As Mary Anne lay on Sylvia’s pea green couch staring at the cracks in the ceiling, her mind drifted to thoughts of her first week in L.A. Not much had changed since then (except her age)—nine years before, she’d been homeless and broke, too. Then the phone rang. Not Sylvia’s phone but Mary Anne’s cell phone—she had service for one more day.
“Mary Anne Meyers, please,” said a crisp voice on the other end of the line.
“This is Mary Anne.”
“I have Lydia Albright for you.”
Mary Anne’s eyes opened wide and
excitement clutched her. She sat up, bumping her head on the oversized thrift-store lamp and knocking her water glass onto the floor. Lydia Albright? The Lydia Albright? Mega-movie-producer-with-over-one-billion-dollars-in-box-office-grosses Lydia Albright?!
“Please hold one moment,” the crisp voice continued. “Lydia will be right on the line.”
There was a brief pause. Mary Anne’s heart pounded against her chest.
“Mary Anne, this is Lydia. How are you? Nice to meet you over the phone.”
“Yes,” Mary Anne—her mind jumbled she fought to find words. “You, too. Fine. Thank you.”
“Listen, I read The Sky’s the Limit and I loved it.”
“You did?” How had Lydia Albright gotten a copy of her script?
“I think you have an amazing voice on the page. You’re able to capture the essence of what is real in a story. Your writing, well, it’s just extraordinary.”
“How did you—”
“We get everything,” Lydia answered before Mary Anne could complete her question.
“Everything,” Mary Anne whispered.
“Mary Anne, I have this other script, and if you’re not too busy, I was wondering if you’d give it a read.

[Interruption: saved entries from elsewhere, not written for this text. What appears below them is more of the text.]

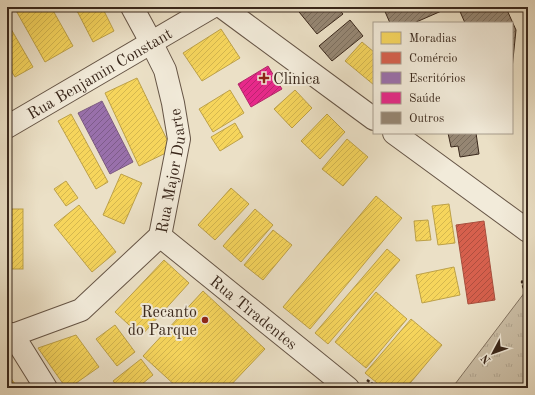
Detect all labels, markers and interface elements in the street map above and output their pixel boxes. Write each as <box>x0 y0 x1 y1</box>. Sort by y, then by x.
legend <box>373 22 513 134</box>
street label: Rua Benjamin Constant <box>25 26 176 123</box>
text: Moradias <box>409 33 457 45</box>
text: Comércio <box>409 53 457 65</box>
marker: Clinica <box>258 72 270 84</box>
place label: Clinica <box>273 72 320 88</box>
text: Escritórios <box>409 73 465 85</box>
text: Saúde <box>409 93 441 105</box>
street label: Rua Major Duarte <box>155 107 190 235</box>
text: Outros <box>409 113 444 125</box>
street label: Rua Tiradentes <box>206 274 299 354</box>
place label: Recanto do Parque <box>128 305 197 339</box>
marker: Recanto do Parque <box>200 315 210 325</box>
north arrow <box>473 333 513 373</box>
text: N <box>479 351 493 365</box>

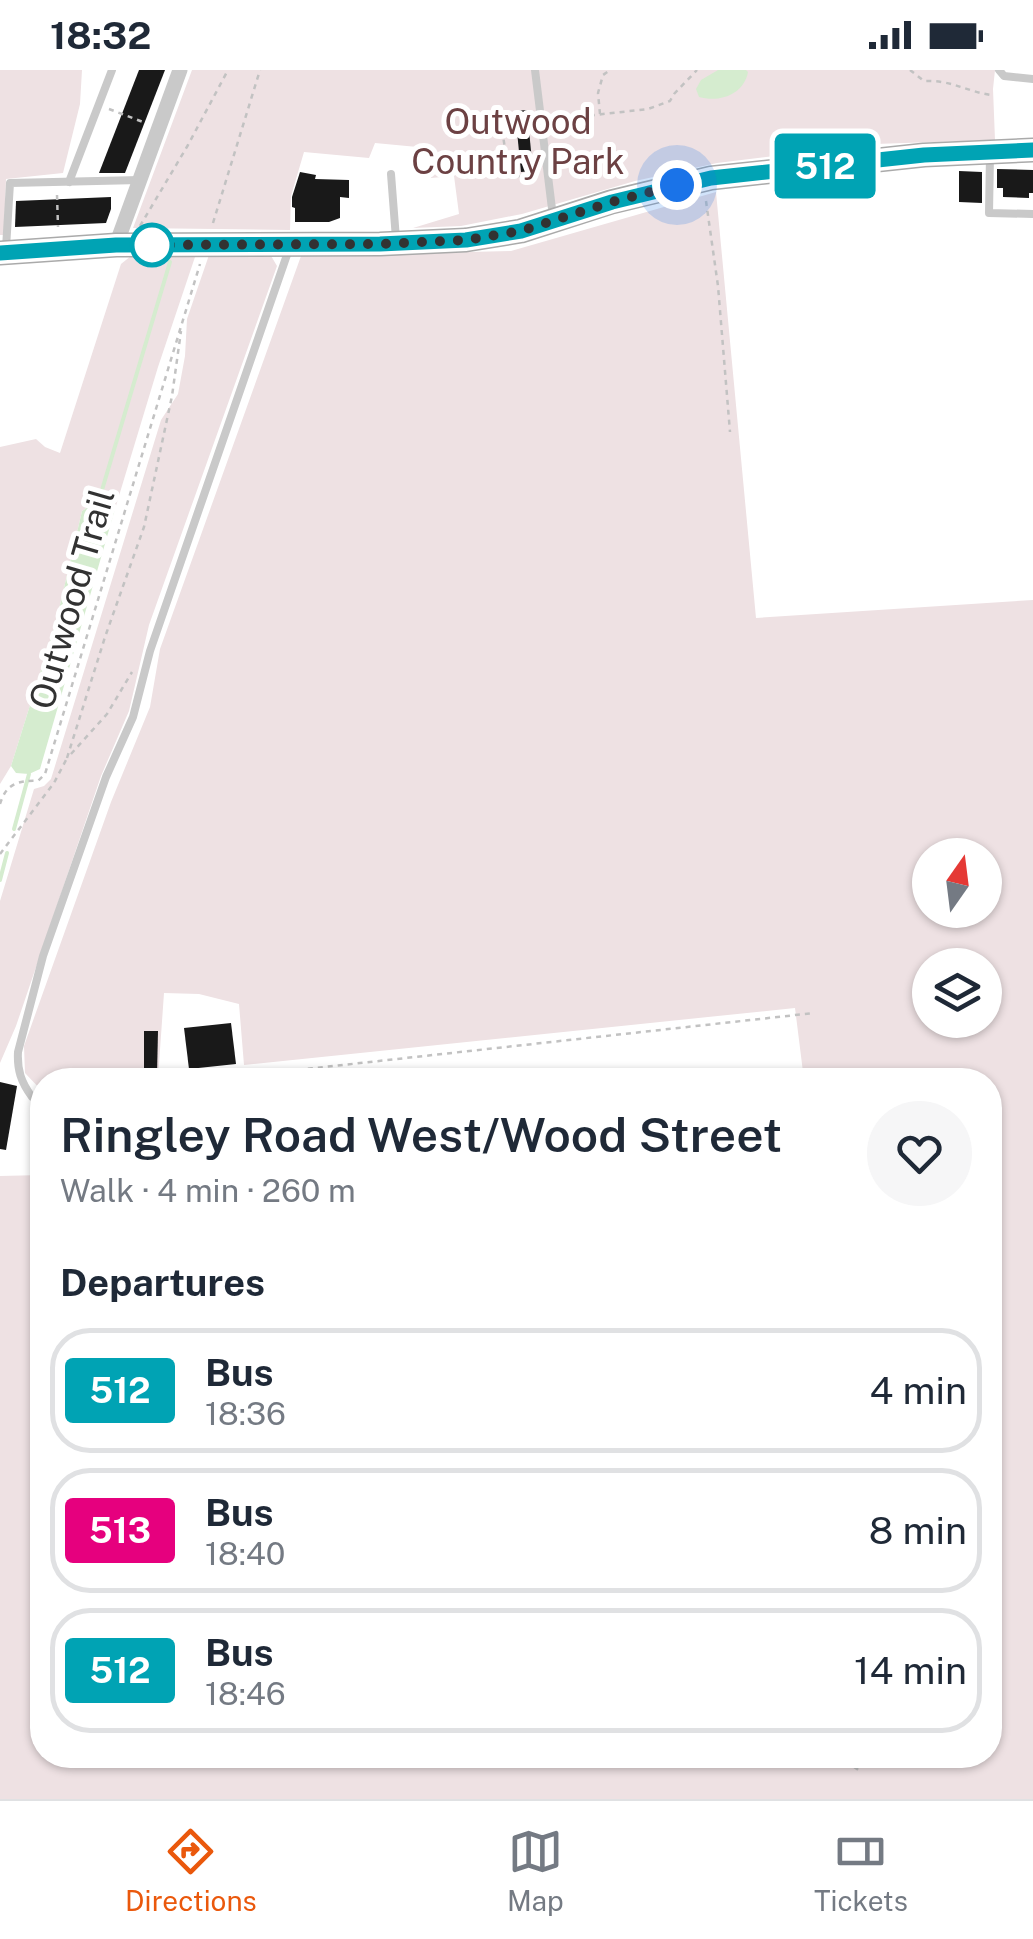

See if you can come up with a take for the story. It’s close, but still needs a little work. I had dinner at the Four Seasons with Weston Birnbaum last night, president of production at Worldwide, and I told him that I think you’re the writer to fix it. It’s called Seven Minutes Past Midnight. I think you can make the script work. Weston and I would like to go into production once this draft is complete.”
“Too busy …” Mary Anne mumbled, in shock.
“Dammit, you are? Because I really—”
“No! No. Yes, send it. I’m not too busy. I’d love to see it, read it, help. Please, yes.”